The best way to understand carpal tunnel syndrome is to start by understanding the carpal tunnel. As its name implies, it is an actual tunnel, with a floor, two walls, and a roof. The carpal bones of the wrist make up the floor and both walls of the carpal tunnel, and the roof is a tough, rigid sheet of connective tissue called the transverse carpal ligament. The tunnel is 2-4 cm long, and 10 structures travel through it to get from the forearm to the hand: nine flexor tendons and the median nerve (Figure 4-1).

Figure 4-1.

A. The transverse carpal ligament. B. The carpal tunnel.

NEWS FLASH

Carpal tunnel syndrome is actually a vascular problem!

Yes, it’s true. Compressive neuropathies are the result of compromised blood flow.

Question: What tissue in the human body is most sensitive to ischemia?

Answer: Nerve (muscle is a close second).

Why? Just remember membrane physiology. Both nerve and muscle have electrically active cell membranes. They have ATP-driven transmembrane pumps that are hard at work pumping charged ions across the cell membrane against both electrical and concentration gradients (Figure 4-A).

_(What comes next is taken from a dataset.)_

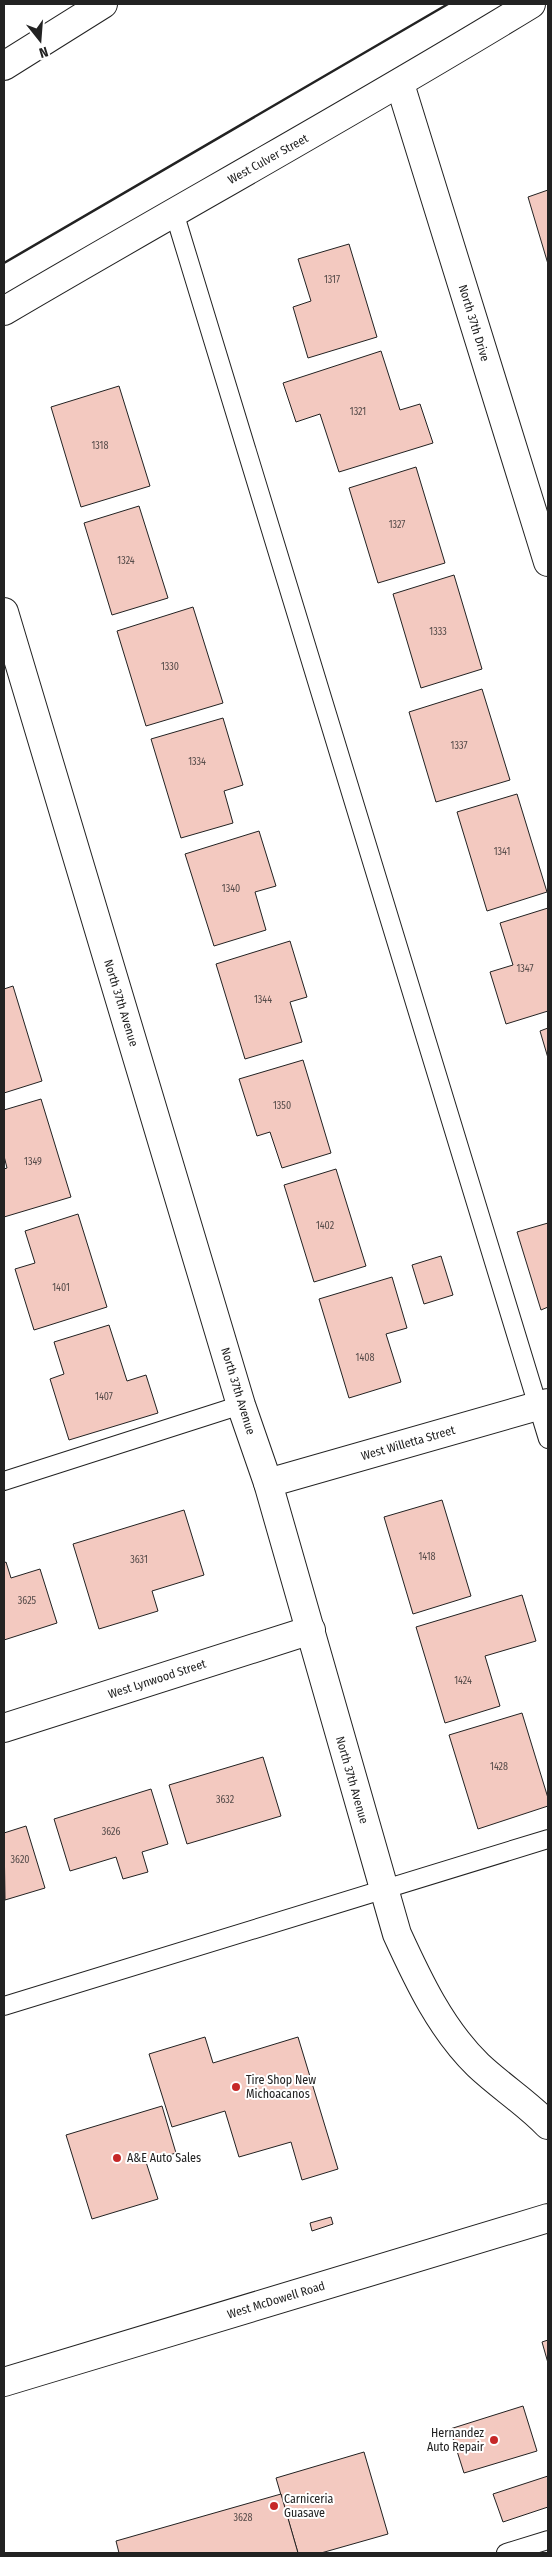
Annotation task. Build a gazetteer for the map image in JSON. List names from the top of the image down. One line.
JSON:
{"streets":{"main road":["West Culver Street","North 37th Drive","North 37th Avenue","West Willetta Street","West Lynwood Street","West McDowell Road"]},"crossings":[["West Culver Street","North 37th Drive"],["North 37th Avenue","West Willetta Street"],["North 37th Avenue","West Lynwood Street"]],"places":["Tire Shop New Michoacanos","A&E Auto Sales","Hernandez Auto Repair","Carniceria Guasave"],"house_numbers":["1317","1321","1318","1327","1324","1333","1330","1337","1334","1341","1340","1347","1344","1350","1349","1402","1401","1408","1407","1418","3631","3625","1424","1428","3632","3626","3620","3628"],"north":"bottom"}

That takes a lot of energy! When a nerve fires, that energy is released. It’s like setting off a mousetrap: Transmembrane channels snap open, allowing the ions to rush back into the cell, depolarizing the cell membrane. This creates the action potential that nerves use to transmit electrical impulses down their axons. A fraction of a second later, all of these mousetraps need to be reset, a job for the ATP-driven transmembrane pumps. Running these pumps 24/7 is an expensive proposition. It requires a great deal of energy, which requires a rich blood supply, and that blood supply can be compromised by pressure. (Press your thumb firmly into your palm. The skin blanches because the pressure drives the blood out of the tissue. Release your thumb, and the skin turns pink again as the blood flow normalizes.) Pressure on the carpal tunnel compromises blood flow in the small vessels that nourish the axons of the median nerve. Under even transient ischemic conditions, the transmembrane pumps run out of fuel and quit working. The nerve starts to malfunction, which we perceive as numbness, tingling, and paresthesias. Most of us have experienced this firsthand. If you sit too long on the hard edge of a toilet seat, your leg will go numb from pressure and local ischemia as your sciatic nerve is pinched between the toilet seat and your femur bone. Relieve the pressure and sensation returns to normal.

Figure 4-A.

The nerve cell membrane potential.

Question: What tissue in the human body is least sensitive to ischemia?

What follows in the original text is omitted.